The Best of Both.
I’ve recently reviewed the pilot episode of the “Quantum Leap” (2022) soft-reboot in an earlier column, and even though the series hasn’t yet reached its midseason break (as of this writing), I feel it already warrants a closer look. I also hope to reach a few reluctant old-school ‘Leapers’, especially those who automatically assume that ‘reboot’ = ‘suck.’ While the series is streaming on Peacock.com, it’s also airing on regular old broadcast TV, via Peacock’s parent network of NBC. The reason I mention this is because science-fiction and network TV share a long and contentious relationship. Networks have this nasty habit of killing often promising sci-fi series (see: Fox with “Alien Nation” and “Firefly”). Yes, there have been occasional exceptions, such as the long-running “The X-Files,” but generally, most sci-fi series airing on broadcast network TV tend to die quick deaths.
Following the cult-stature of the original “Quantum Leap” (1989-1993), the new series picks up the long-dormant pieces of the titular project, a top-secret contemporary US government time travel operation that was shuttered nearly 30 years ago after failing to retrieve its originator, Dr. Sam Beckett (Scott Bakula). Sam was a genius physicist (and medical doctor, singer, etc) who disappeared four years after first stepping into his own ‘quantum leap accelerator.’ Before his disappearance, Dr. Beckett, with the aid of his holographic advisor Admiral ‘Al’ Calavicci (the late Dean Stockwell), intervened in many personal past histories, changing countless futures for the better, via ripple effects. Learning what became of the genius time traveler is just one of the mysteries left over from the original series…
Cut to 2022, and a new genius physicist, Dr. Ben Song (Raymond Lee) has successfully revived the still-classified project, which is under the direct supervision of Admiral Herbert “Magic” Williams (Ernie Hudson). Magic has his own connection with the original project, as he was one of the many people whom Sam originally leaped into. For reasons not-yet-fully-understood, Ben secretly allies himself with mysterious rogue hacker, Janis Callivicci (Georgina Reilly), daughter of the recently deceased admiral, in order to bypass project safeguards and leap through time himself. Ben’s reasons for trusting Janis remain a mystery to his newly-amnesic self, and even to his fiancée, Addison Augustine (Caitlin Bassett). Addison was originally slated to be the new ‘leaper’ in the project before Ben decided to take his unauthorized plunge. Ben’s mysterious reasons for taking this deliberate course through spacetime adds a new element of intrigue to the series.

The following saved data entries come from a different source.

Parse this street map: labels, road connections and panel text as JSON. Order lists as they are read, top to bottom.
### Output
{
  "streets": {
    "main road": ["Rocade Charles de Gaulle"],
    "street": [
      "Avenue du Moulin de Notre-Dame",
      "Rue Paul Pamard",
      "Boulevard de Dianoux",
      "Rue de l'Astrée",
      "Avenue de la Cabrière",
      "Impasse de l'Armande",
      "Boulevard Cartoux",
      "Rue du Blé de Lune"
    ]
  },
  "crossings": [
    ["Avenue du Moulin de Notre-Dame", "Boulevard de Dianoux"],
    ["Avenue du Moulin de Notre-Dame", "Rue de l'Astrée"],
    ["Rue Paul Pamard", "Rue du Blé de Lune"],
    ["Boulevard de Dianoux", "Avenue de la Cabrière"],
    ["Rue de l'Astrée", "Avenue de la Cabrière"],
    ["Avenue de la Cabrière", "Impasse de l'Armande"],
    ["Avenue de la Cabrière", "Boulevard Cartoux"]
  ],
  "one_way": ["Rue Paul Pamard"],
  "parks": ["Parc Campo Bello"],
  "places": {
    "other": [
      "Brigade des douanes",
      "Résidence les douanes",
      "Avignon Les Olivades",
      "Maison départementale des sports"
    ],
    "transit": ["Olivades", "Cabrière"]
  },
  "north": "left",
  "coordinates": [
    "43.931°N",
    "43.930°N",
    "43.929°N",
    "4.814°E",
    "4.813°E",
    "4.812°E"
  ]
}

The new series format also includes B-plots involving the project’s support team, including genius AI programmer, Ian Wright (Mason Alexander Park), and former hacker turned security coordinator, Jenn Chou (Nanrisa Lee), which gives the new series a scope beyond just the tales of Ben’s unscheduled time traveling.
The Episodes So Far.
With only one episode (“Stand By Ben”) remaining until the series’ mid-season break, here’s a look back at the seven episodes that have aired at the time of this writing. Each episode offers a time travel story, as well as a B-story dealing with the ongoing fallout surrounding Ben’s unsanctioned leaping back in time.
“July 13th, 1985”
The first aired episode offers a glimpse into the life of physicist Ben Song prior to his fateful decision to travel backward in time without authorization. Leaping into a gang of robbers on July 13th 1985, an amnesic Ben struggles to remember who he is and why he’s there, as he’s guided by his fiancée Addison. As mentioned earlier, I’d previously reviewed “July 13th, 1985” in-depth (via this link). Enjoy!

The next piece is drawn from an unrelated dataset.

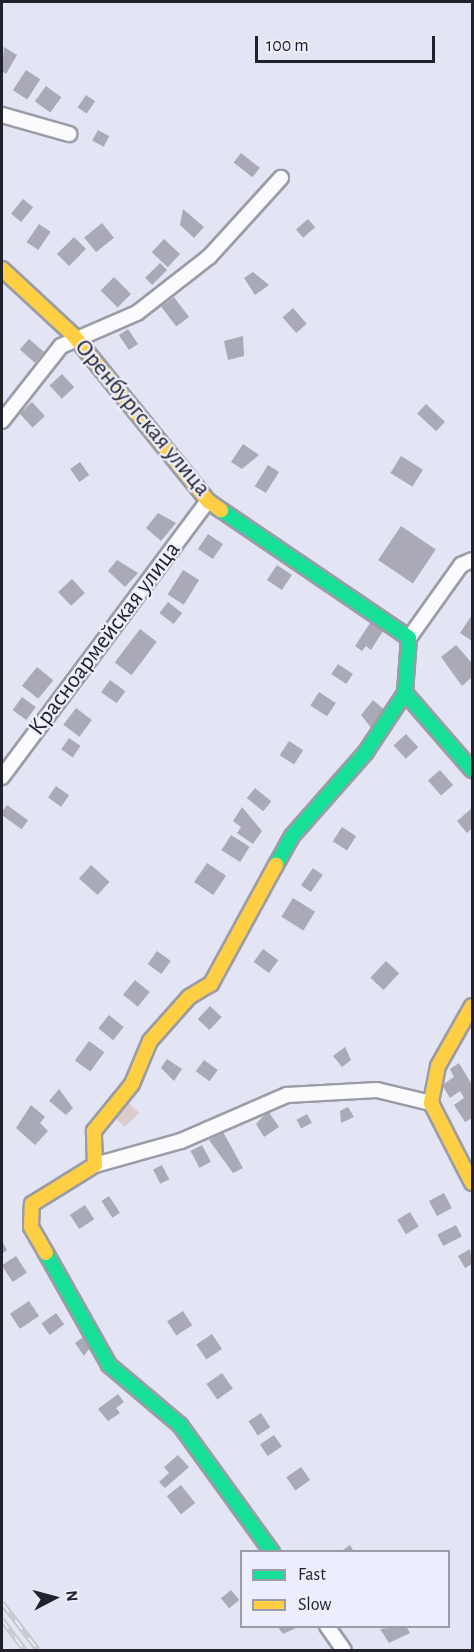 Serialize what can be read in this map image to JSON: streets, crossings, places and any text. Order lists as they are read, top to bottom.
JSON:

The second episode sees Ben leaping into astronaut David Tamara, aboard the space shuttle Atlantis in March of 1998 to deliver the first module of the International Space Station. US military veteran Addison advises reluctant astronaut Ben on how to behave around his astronaut colleagues as he struggles to prevent a horrific accident that killed all hands in the original history. The B-story back at project QL headquarters sees Magic and Jenn trying to locate the mysterious Janis Callivicci (daughter of the late Admiral “Al” Calavicci) by questioning her mother, Al’s widow, Beth (Susan Vanita Diol), whom Janis later drugs to elude capture. Ben finally saves the crew of the crippled space shuttle by solo spacewalking to the nearby Russian space station Mir for help.
Note: This otherwise exciting episode gets the history very wrong; the Russians delivered the first “Zarya” Control module of the ISS via a heavy-lift Proton rocket. The US space shuttle Endeavor (not Atlantis) later delivered the Unity module of the ISS in December of 1998, not March. Oh well. Maybe a future leap by Ben will change it back to our version of history somehow…?

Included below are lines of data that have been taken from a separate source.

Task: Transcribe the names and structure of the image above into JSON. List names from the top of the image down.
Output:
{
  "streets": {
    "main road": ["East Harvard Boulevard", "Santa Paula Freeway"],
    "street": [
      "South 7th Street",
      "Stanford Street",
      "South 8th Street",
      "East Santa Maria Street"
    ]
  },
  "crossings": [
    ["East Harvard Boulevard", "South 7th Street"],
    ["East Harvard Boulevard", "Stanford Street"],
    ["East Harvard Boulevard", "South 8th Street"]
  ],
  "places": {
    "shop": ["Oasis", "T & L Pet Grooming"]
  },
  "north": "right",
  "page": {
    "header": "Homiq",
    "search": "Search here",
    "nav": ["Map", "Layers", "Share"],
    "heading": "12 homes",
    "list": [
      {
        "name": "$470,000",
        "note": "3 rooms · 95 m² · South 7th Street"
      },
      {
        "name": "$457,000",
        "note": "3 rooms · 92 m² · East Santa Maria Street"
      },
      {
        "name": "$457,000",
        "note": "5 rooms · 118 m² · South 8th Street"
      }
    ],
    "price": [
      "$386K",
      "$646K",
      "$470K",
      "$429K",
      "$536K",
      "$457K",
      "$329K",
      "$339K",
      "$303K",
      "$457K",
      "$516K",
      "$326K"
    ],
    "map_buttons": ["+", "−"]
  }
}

“Someone Up There Likes Ben.”
Just as Sam did in the original series, Ben leaps into a prize fighter. As Danny “Youngblood” Hill, Ben is tempted to take a dive during a championship fight in 1977 Las Vegas. Later on, Ben, Addison and the support team realize he’s actually there to help Danny’s traumatized Vietnam veteran brother Daryl seek help for his PTSD. The B-story sees holographic guide Addison suffering from extreme exhaustion, as she’s not slept since Ben leaped. Magic also receives a call from Beth Calavicci; Janis has taken several very important items from her late father’s possession, including an original Ziggy hand-link. After a brief hospital stay, Addison is back on her feet, and able to help coach her unwitting fiancé Ben into winning the fight, thus allowing him to save Daryl’s mental health. A rehabilitated Daryl later opens a clinic to help other veterans as well. The ripple effect in action…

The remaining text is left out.